◆ WORK ITEM:
Copy the data precisely, character for character, and leave out every picture.
================
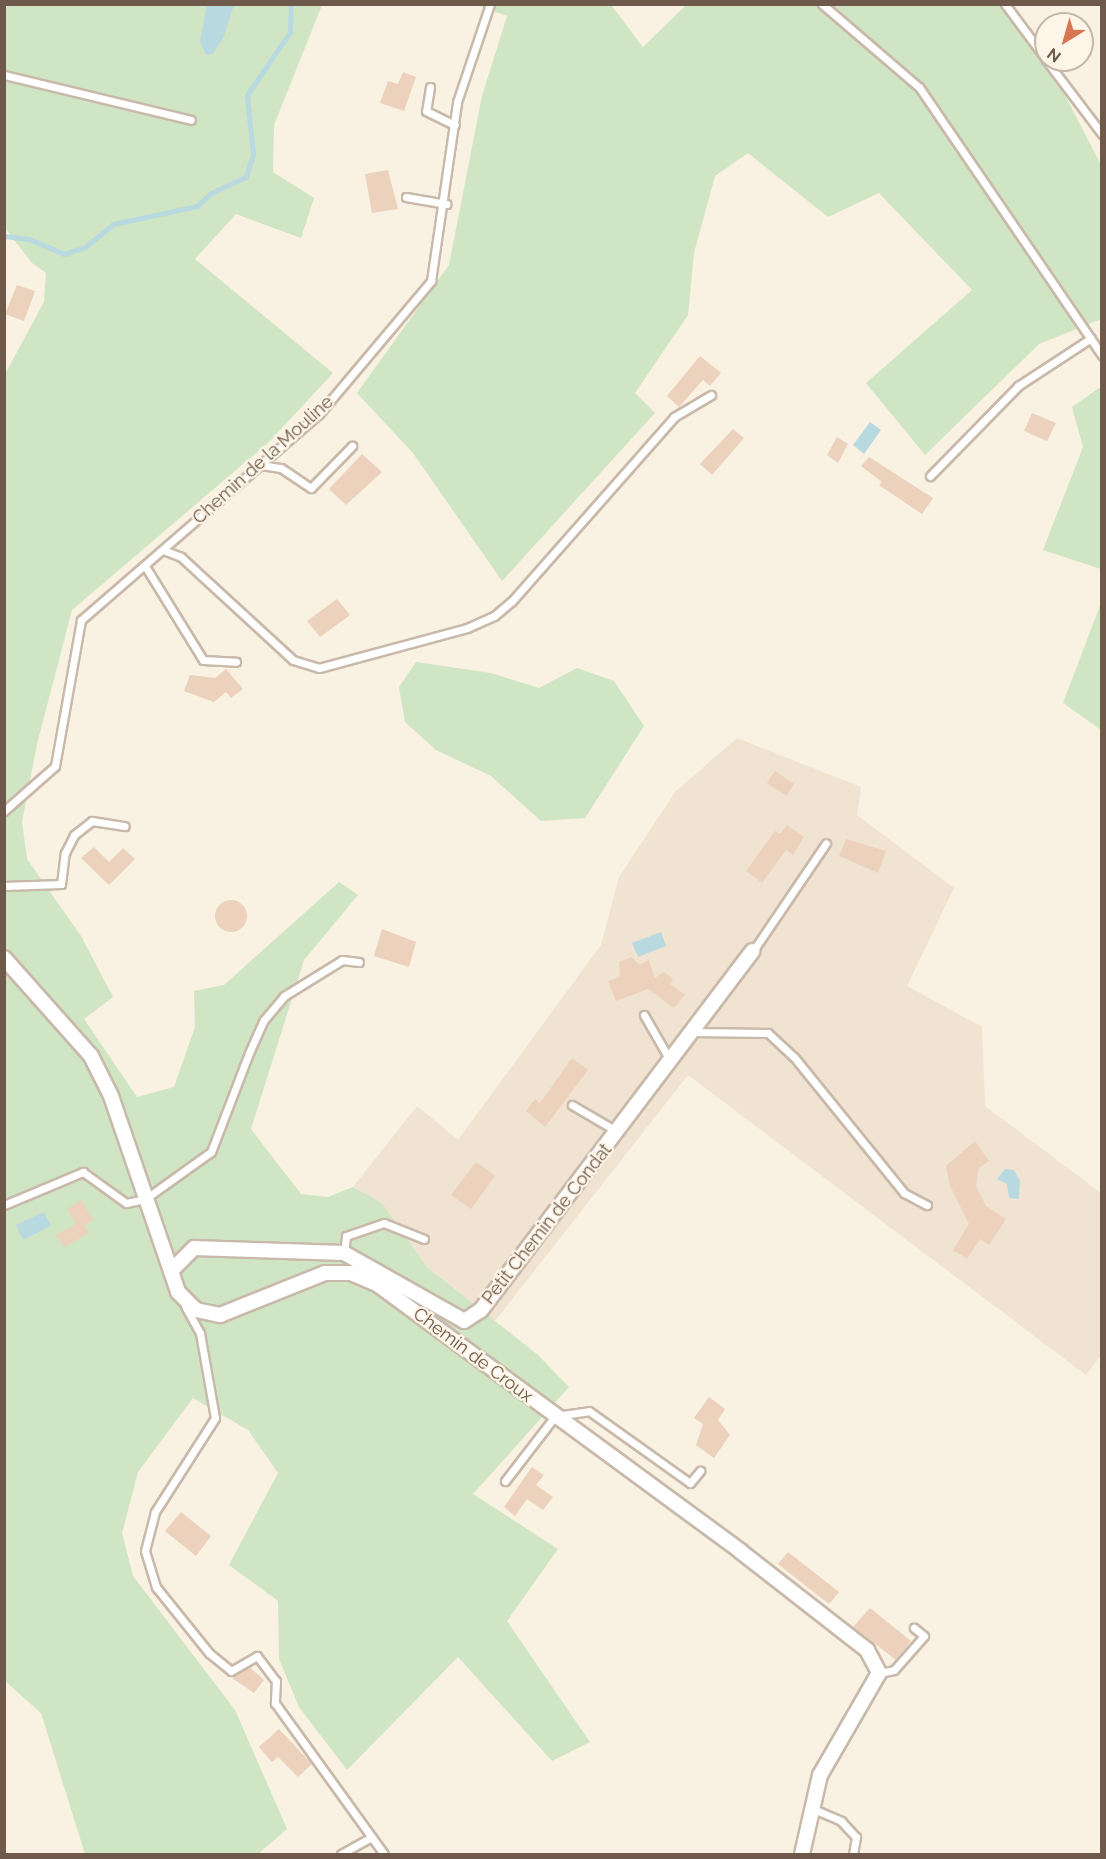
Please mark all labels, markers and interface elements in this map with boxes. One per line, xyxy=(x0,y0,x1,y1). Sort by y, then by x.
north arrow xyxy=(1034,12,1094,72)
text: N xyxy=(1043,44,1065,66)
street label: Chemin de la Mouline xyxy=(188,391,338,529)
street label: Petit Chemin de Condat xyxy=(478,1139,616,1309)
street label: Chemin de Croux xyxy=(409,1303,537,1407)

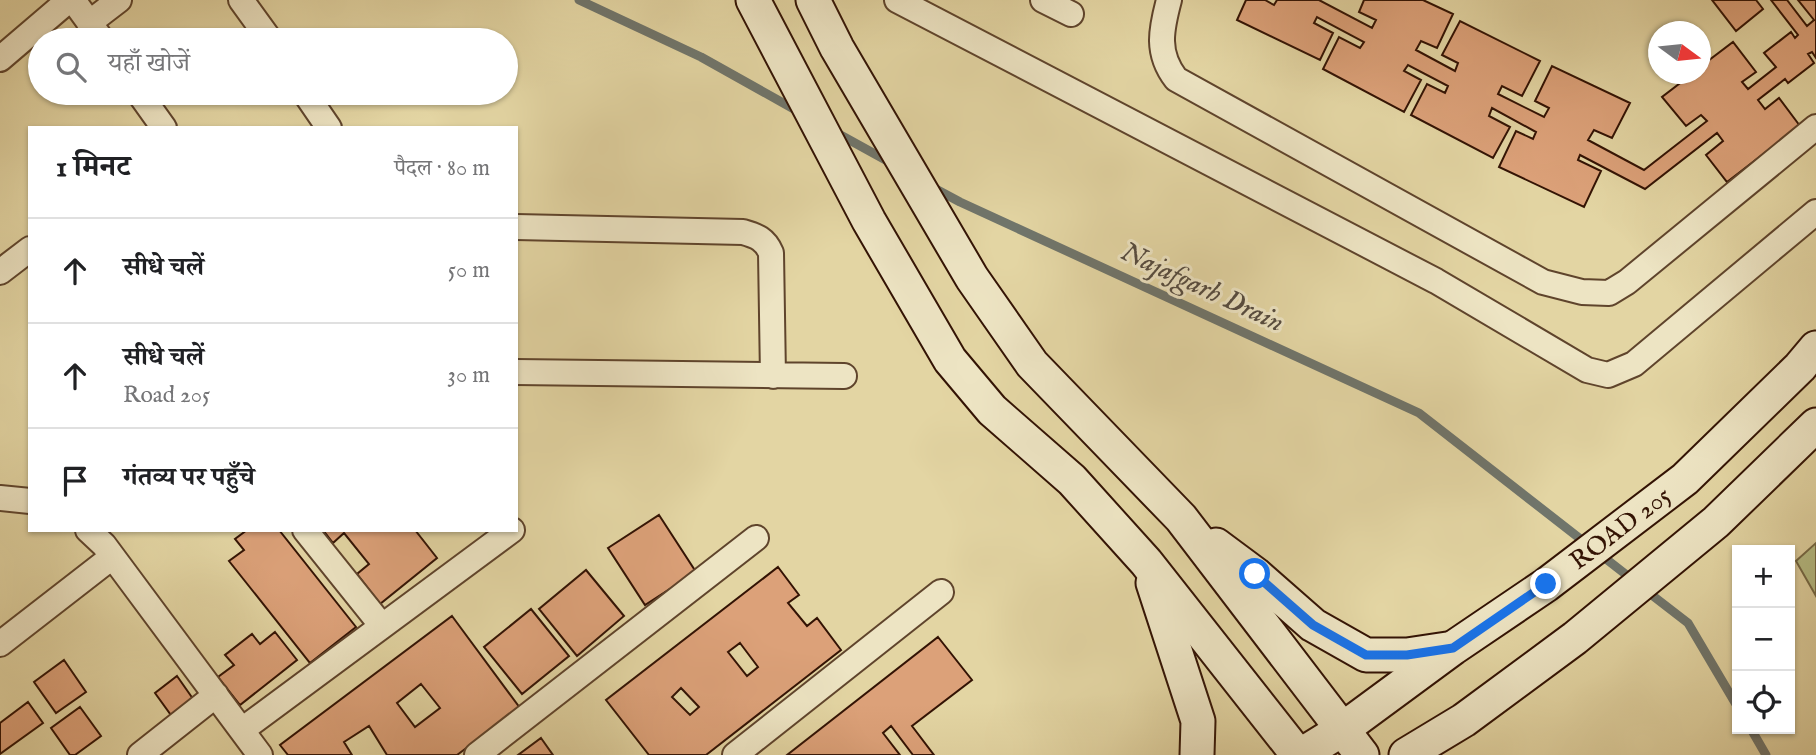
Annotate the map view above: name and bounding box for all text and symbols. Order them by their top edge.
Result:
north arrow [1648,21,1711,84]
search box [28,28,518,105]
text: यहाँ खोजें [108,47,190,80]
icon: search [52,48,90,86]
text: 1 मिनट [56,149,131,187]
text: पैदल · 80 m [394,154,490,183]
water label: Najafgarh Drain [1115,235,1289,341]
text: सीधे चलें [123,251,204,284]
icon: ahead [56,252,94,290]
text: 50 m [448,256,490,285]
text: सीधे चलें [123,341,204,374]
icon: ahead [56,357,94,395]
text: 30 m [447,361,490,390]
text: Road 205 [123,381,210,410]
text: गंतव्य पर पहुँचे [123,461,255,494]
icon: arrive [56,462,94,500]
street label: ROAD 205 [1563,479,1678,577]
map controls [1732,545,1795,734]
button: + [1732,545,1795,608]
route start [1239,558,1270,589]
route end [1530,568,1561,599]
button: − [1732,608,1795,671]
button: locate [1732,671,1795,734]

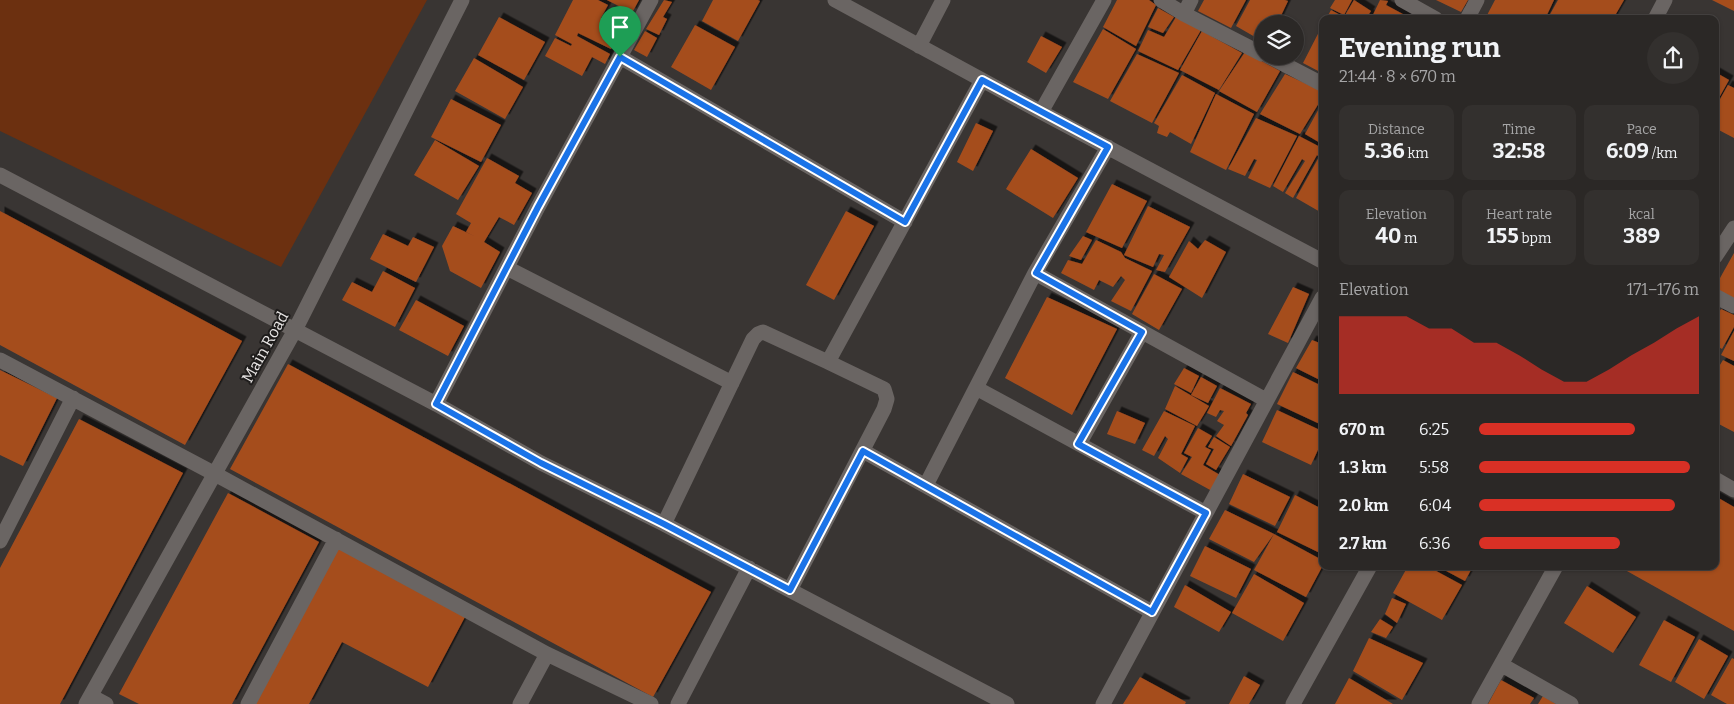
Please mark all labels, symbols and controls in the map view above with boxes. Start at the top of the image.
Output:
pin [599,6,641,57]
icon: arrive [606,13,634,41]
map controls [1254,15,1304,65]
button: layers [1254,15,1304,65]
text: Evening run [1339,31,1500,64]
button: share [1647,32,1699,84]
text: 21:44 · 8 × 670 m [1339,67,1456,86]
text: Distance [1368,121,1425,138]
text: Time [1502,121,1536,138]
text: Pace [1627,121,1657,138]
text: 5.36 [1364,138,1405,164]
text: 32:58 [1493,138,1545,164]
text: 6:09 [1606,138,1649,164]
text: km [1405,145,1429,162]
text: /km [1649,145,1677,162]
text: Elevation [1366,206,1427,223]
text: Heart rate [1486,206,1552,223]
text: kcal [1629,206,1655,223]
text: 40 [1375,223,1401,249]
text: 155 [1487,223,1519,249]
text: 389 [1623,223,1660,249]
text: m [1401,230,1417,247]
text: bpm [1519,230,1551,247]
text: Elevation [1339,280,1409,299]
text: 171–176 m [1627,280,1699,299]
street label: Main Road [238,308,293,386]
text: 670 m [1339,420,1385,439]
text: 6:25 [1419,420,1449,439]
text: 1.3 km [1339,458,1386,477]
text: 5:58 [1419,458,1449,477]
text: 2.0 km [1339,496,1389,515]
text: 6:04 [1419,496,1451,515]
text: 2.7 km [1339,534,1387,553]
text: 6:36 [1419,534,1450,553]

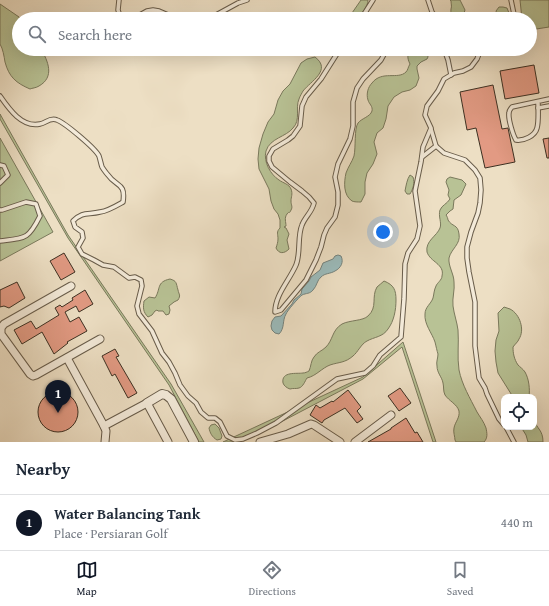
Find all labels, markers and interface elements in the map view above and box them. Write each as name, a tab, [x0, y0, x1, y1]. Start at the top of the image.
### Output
================
◆ ANSWER SECTION:
Please mark all labels, markers and interface elements in this map with boxes. One per line, xyxy=(x0,y0,x1,y1). Sort by y, then by x.
north arrow xyxy=(1034,12,1094,72)
text: N xyxy=(1043,44,1065,66)
street label: Chemin de la Mouline xyxy=(188,391,338,529)
street label: Petit Chemin de Condat xyxy=(478,1139,616,1309)
street label: Chemin de Croux xyxy=(409,1303,537,1407)

Annotate the map view above: name and bounding box for all text and symbols. Order them by their top edge.
Result:
north arrow [1648,21,1711,84]
search box [28,28,518,105]
text: यहाँ खोजें [108,47,190,80]
icon: search [52,48,90,86]
text: 1 मिनट [56,149,131,187]
text: पैदल · 80 m [394,154,490,183]
water label: Najafgarh Drain [1115,235,1289,341]
text: सीधे चलें [123,251,204,284]
icon: ahead [56,252,94,290]
text: 50 m [448,256,490,285]
text: सीधे चलें [123,341,204,374]
icon: ahead [56,357,94,395]
text: 30 m [447,361,490,390]
text: Road 205 [123,381,210,410]
text: गंतव्य पर पहुँचे [123,461,255,494]
icon: arrive [56,462,94,500]
street label: ROAD 205 [1563,479,1678,577]
map controls [1732,545,1795,734]
button: + [1732,545,1795,608]
route start [1239,558,1270,589]
route end [1530,568,1561,599]
button: − [1732,608,1795,671]
button: locate [1732,671,1795,734]

Please mark all labels, symbols and controls in the map view above with boxes. Start at the top of the image.
Output:
pin [599,6,641,57]
icon: arrive [606,13,634,41]
map controls [1254,15,1304,65]
button: layers [1254,15,1304,65]
text: Evening run [1339,31,1500,64]
button: share [1647,32,1699,84]
text: 21:44 · 8 × 670 m [1339,67,1456,86]
text: Distance [1368,121,1425,138]
text: Time [1502,121,1536,138]
text: Pace [1627,121,1657,138]
text: 5.36 [1364,138,1405,164]
text: 32:58 [1493,138,1545,164]
text: 6:09 [1606,138,1649,164]
text: km [1405,145,1429,162]
text: /km [1649,145,1677,162]
text: Elevation [1366,206,1427,223]
text: Heart rate [1486,206,1552,223]
text: kcal [1629,206,1655,223]
text: 40 [1375,223,1401,249]
text: 155 [1487,223,1519,249]
text: 389 [1623,223,1660,249]
text: m [1401,230,1417,247]
text: bpm [1519,230,1551,247]
text: Elevation [1339,280,1409,299]
text: 171–176 m [1627,280,1699,299]
street label: Main Road [238,308,293,386]
text: 670 m [1339,420,1385,439]
text: 6:25 [1419,420,1449,439]
text: 1.3 km [1339,458,1386,477]
text: 5:58 [1419,458,1449,477]
text: 2.0 km [1339,496,1389,515]
text: 6:04 [1419,496,1451,515]
text: 2.7 km [1339,534,1387,553]
text: 6:36 [1419,534,1450,553]

Find all labels, markers and interface elements in the map view above and box them. Write each as name, a tab, [x0, y0, x1, y1]. Start at the top of the image.
### Output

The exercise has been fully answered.